So sah es in den Hallen aus, bevor für die Flüchtlinge umgebaut wurde. Foto: köppl

Bis zu 700 Flüchtlinge in Neukeferloh

Landkreis - In Windeseile haben Helfer am Dienstag am Nachmittag und Abend im „Tennis Center“ Keferloh ein Notlager aufgebaut.

Das Landratsamt des Landkreises München rechnete mit bis zu 700 Flüchtlingen, die noch in der Nacht unterzubringen sein könnten. Die Menschen waren mit Zügen aus Budapest gekommen und am Münchner Hauptbahnhof gestrandet.

„Notfallplan“ nennen die Behörden das, was seit Wochen zum Einsatz kommt, wenn es darum geht, Flüchtlingen Quartier zu beschaffen. Jetzt auch in Keferloh. Kurt Gallenberger, der Betreiber des „Tennis Center“ an der Keferloher Straße, hatte die Anlage nach eigener Aussage als Notunterkunft angeboten. Und gestern musste es dann offensichtlich ganz schnell gehen. Stündlich war die Zahl der Flüchtlinge, die mit Zügen am Hauptbahnhof München eingefahren kamen, gestiegen.

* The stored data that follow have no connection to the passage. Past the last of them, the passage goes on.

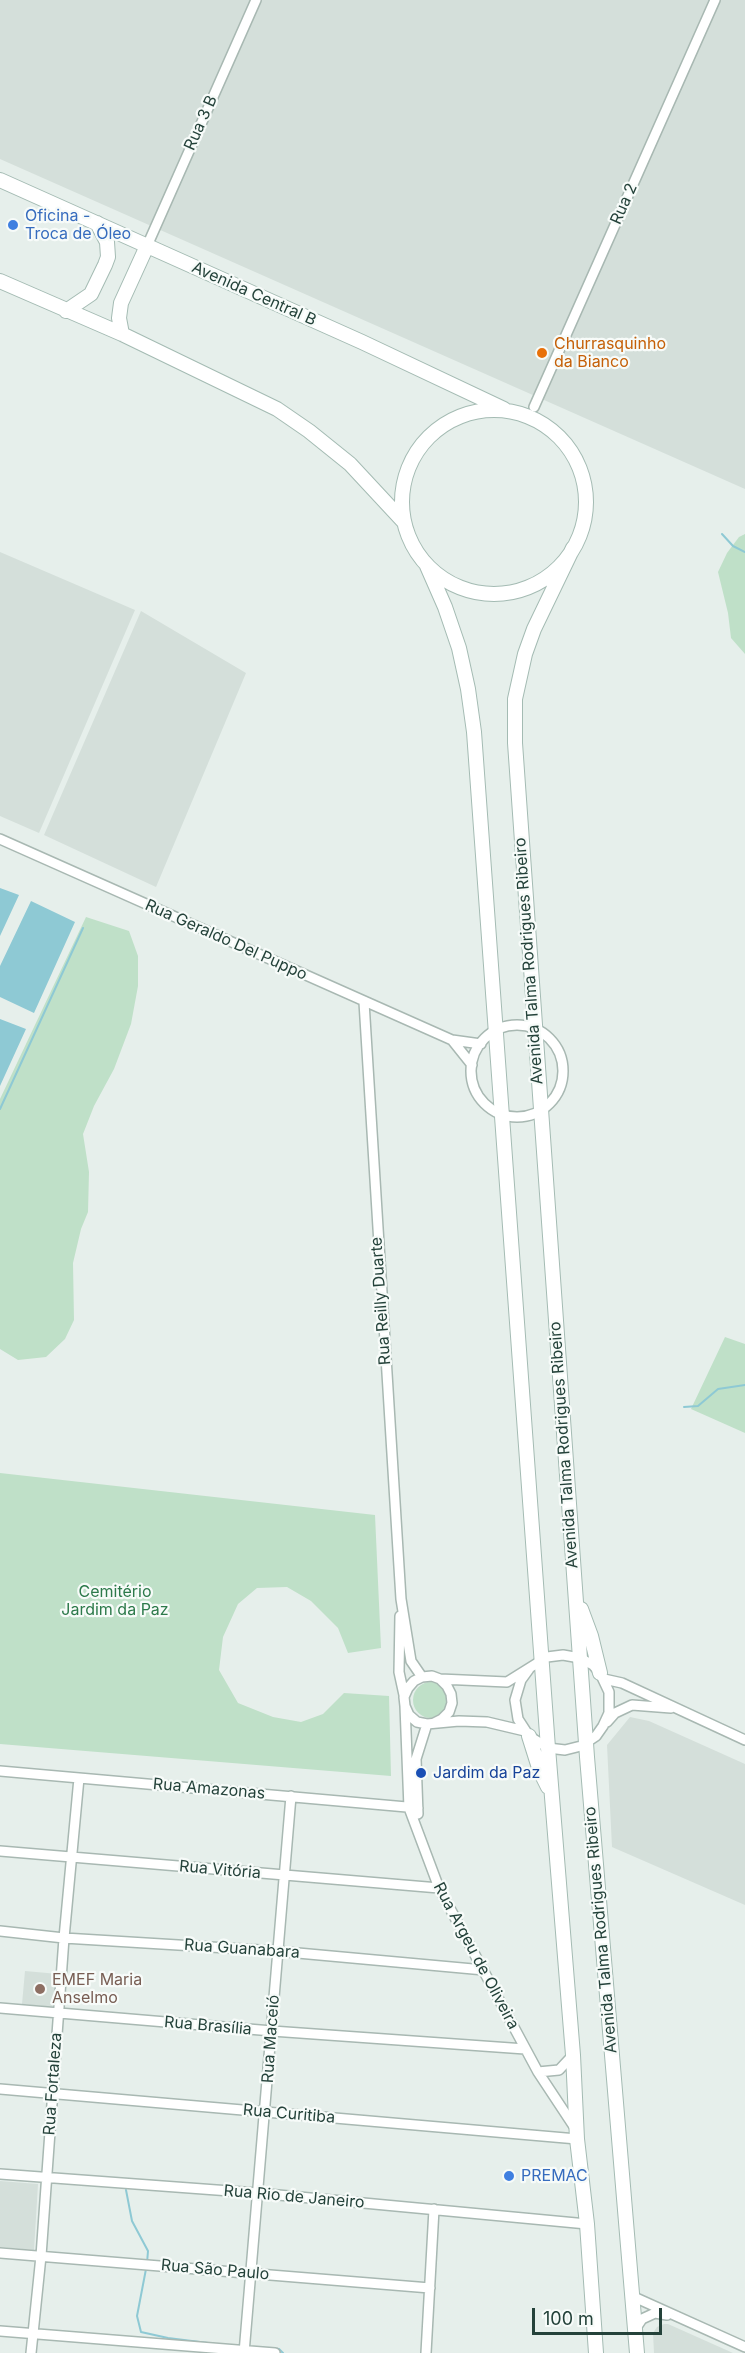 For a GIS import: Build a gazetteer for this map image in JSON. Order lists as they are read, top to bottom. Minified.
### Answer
{"streets":{"main road":["Avenida Central B","Avenida Talma Rodrigues Ribeiro"],"street":["Rua 3 B","Rua 2","Rua Geraldo Del Puppo","Rua Reilly Duarte","Rua Amazonas","Rua Vitória","Rua Guanabara","Rua Argeu de Oliveira","Rua Brasília","Rua Maceió","Rua Fortaleza","Rua Curitiba","Rua Rio de Janeiro","Rua São Paulo"]},"crossings":[["Rua 3 B","Avenida Central B"],["Avenida Central B","Avenida Talma Rodrigues Ribeiro"],["Rua Geraldo Del Puppo","Rua Reilly Duarte"],["Rua Reilly Duarte","Rua Amazonas"],["Rua Reilly Duarte","Rua Argeu de Oliveira"],["Rua Amazonas","Rua Maceió"],["Rua Amazonas","Rua Fortaleza"],["Rua Vitória","Rua Argeu de Oliveira"],["Rua Vitória","Rua Maceió"],["Rua Vitória","Rua Fortaleza"],["Rua Guanabara","Rua Argeu de Oliveira"],["Rua Guanabara","Rua Maceió"],["Rua Guanabara","Rua Fortaleza"],["Rua Argeu de Oliveira","Rua Brasília"],["Rua Argeu de Oliveira","Rua Curitiba"],["Rua Brasília","Rua Maceió"],["Rua Brasília","Rua Fortaleza"],["Rua Maceió","Rua Curitiba"],["Rua Maceió","Rua Rio de Janeiro"],["Rua Maceió","Rua São Paulo"],["Rua Fortaleza","Rua Curitiba"],["Rua Fortaleza","Rua Rio de Janeiro"],["Rua Fortaleza","Rua São Paulo"]],"parks":["Cemitério Jardim da Paz"],"places":["Oficina - Troca de Óleo","Churrasquinho da Bianco","Jardim da Paz","EMEF Maria Anselmo","PREMAC"],"scale_bar":"100 m"} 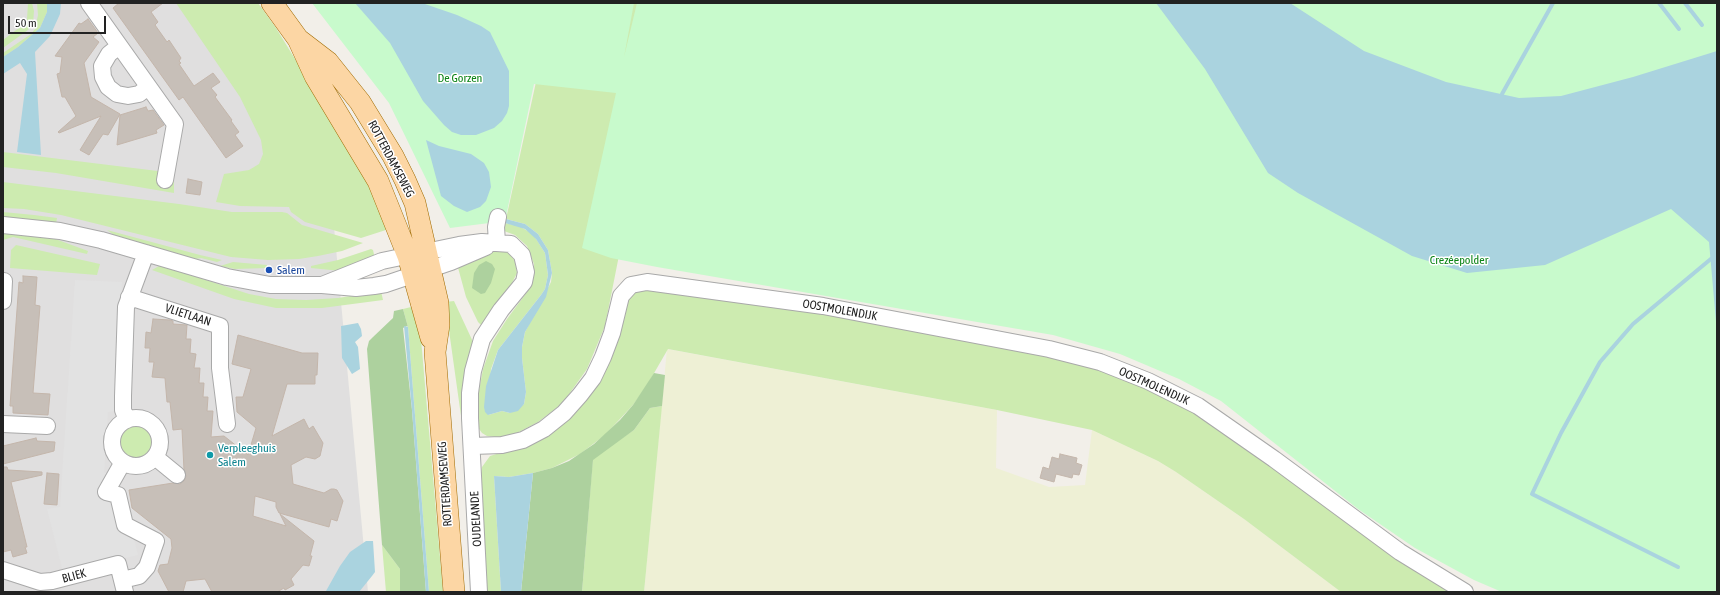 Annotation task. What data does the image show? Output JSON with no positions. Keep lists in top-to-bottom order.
{
  "streets": {
    "main road": ["ROTTERDAMSEWEG"],
    "street": [
      "OOSTMOLENDIJK",
      "VLIETLAAN",
      "OUDELANDE",
      "BLIEK"
    ]
  },
  "crossings": [
    ["OOSTMOLENDIJK", "OUDELANDE"]
  ],
  "parks": ["De Gorzen", "Crezéepolder"],
  "places": ["Salem", "Verpleeghuis Salem"],
  "scale_bar": "50 m"
} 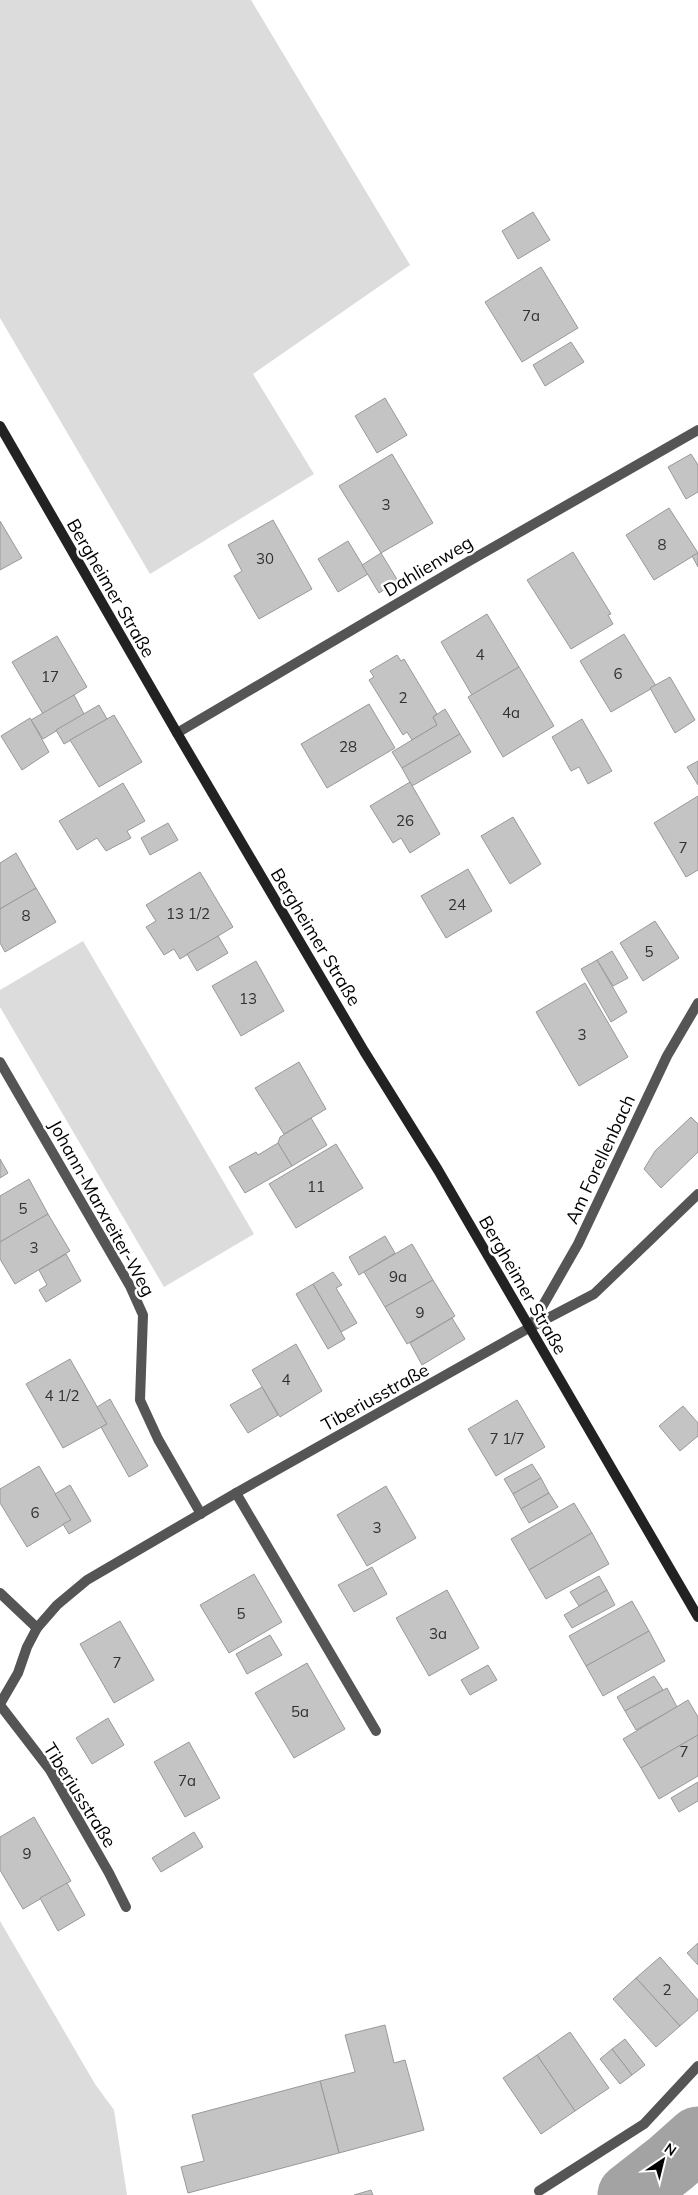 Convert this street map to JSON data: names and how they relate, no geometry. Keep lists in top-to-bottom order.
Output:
{
  "streets": {
    "street": [
      "Dahlienweg",
      "Bergheimer Straße",
      "Am Forellenbach",
      "Johann-Marxreiter-Weg",
      "Tiberiusstraße"
    ]
  },
  "crossings": [
    ["Dahlienweg", "Bergheimer Straße"],
    ["Bergheimer Straße", "Am Forellenbach"],
    ["Bergheimer Straße", "Tiberiusstraße"],
    ["Am Forellenbach", "Tiberiusstraße"],
    ["Johann-Marxreiter-Weg", "Tiberiusstraße"]
  ],
  "house_numbers": [
    "7a",
    "3",
    "8",
    "30",
    "4",
    "6",
    "17",
    "2",
    "4a",
    "28",
    "26",
    "7",
    "24",
    "13 1/2",
    "8",
    "5",
    "13",
    "3",
    "11",
    "5",
    "3",
    "9a",
    "9",
    "4",
    "4 1/2",
    "7 1/7",
    "6",
    "3",
    "5",
    "3a",
    "7",
    "5a",
    "7",
    "7a",
    "9",
    "2"
  ],
  "north": "top right"
} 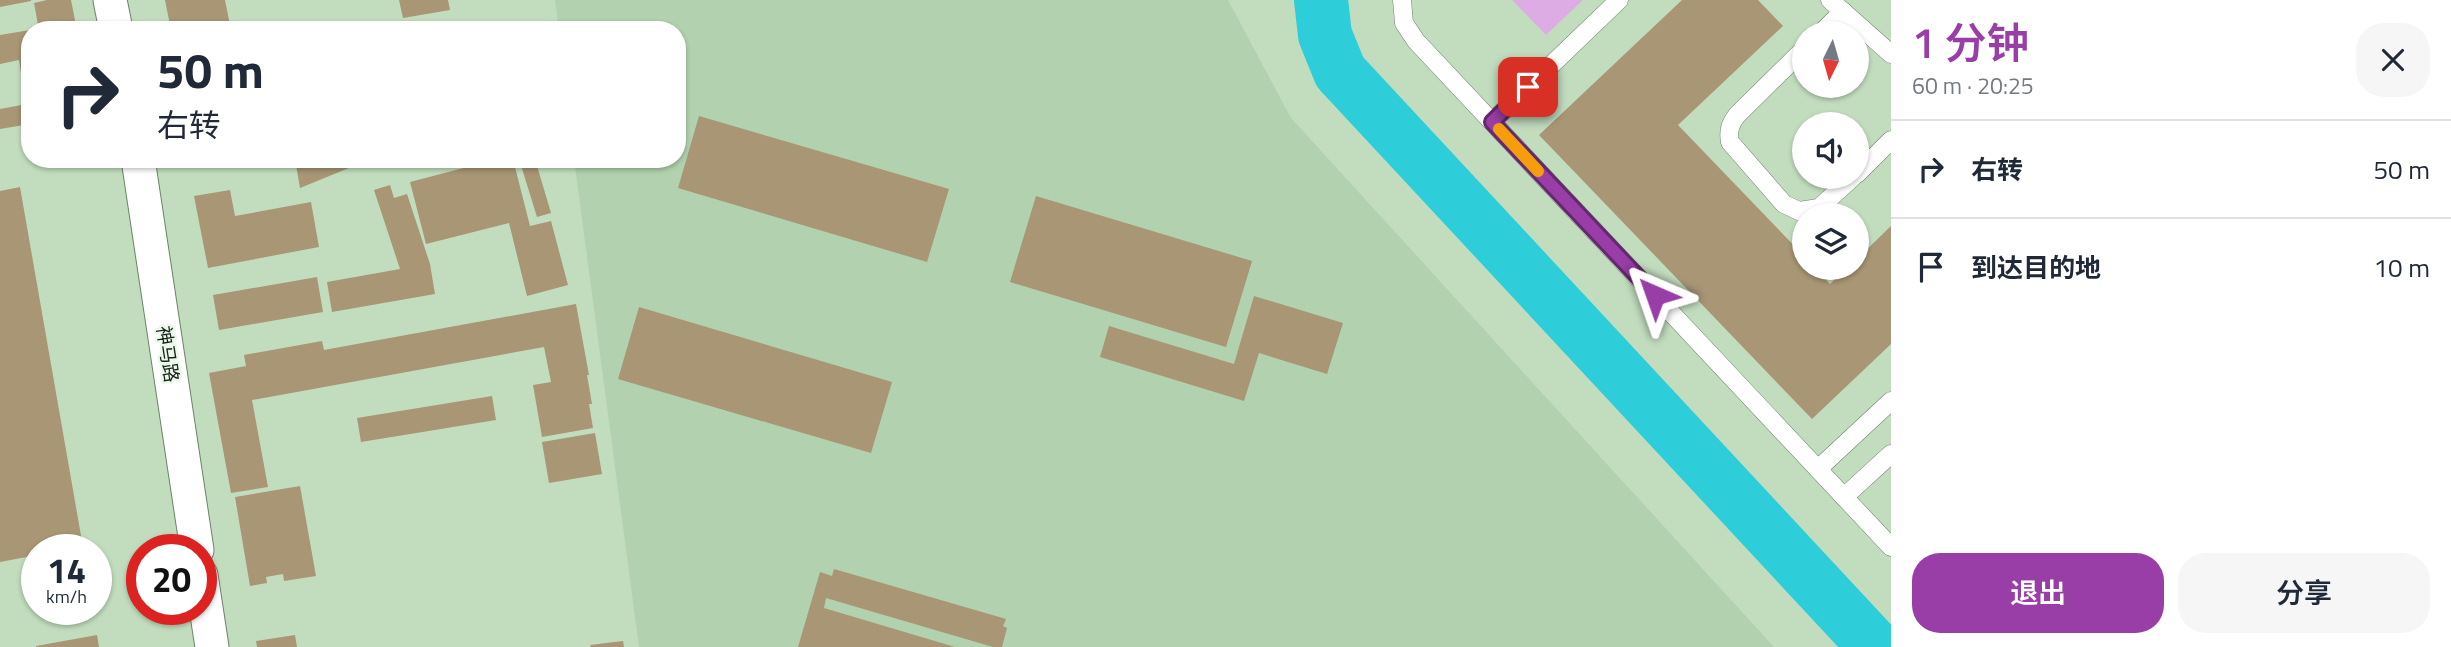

Regierung von Oberbayern und Landratsamt München gerieten in größte Not. „Mit Turnhallen kommen wir nicht mehr weiter“, sagte eine Sprecherin des Landratsamts gestern am späten Nachmittag. „Wir haben auf die Schnelle eine riesengroße Halle gebraucht.“

Bei der Regierung von Oberbayern hieß es lediglich, man sei vor allem dankbar über die Hilfe. Einsatzkräfte des ABC-Zuges München-Land der Feuerwehr, des Technischen Hilfswerks (THW) München-Land und ein Landkreis-Leitwagen machten sich umgehend auf den Weg, um vor Ort sauber zu machen, aufzubauen und einzurichten. Helfer des Landratsamtes organisierten mobile Toiletten, besorgten Essen und Getränke. Betten und andere Dinge holten THW-Kräfte aus Garching aus den Beständen des Katastrophenschutzes.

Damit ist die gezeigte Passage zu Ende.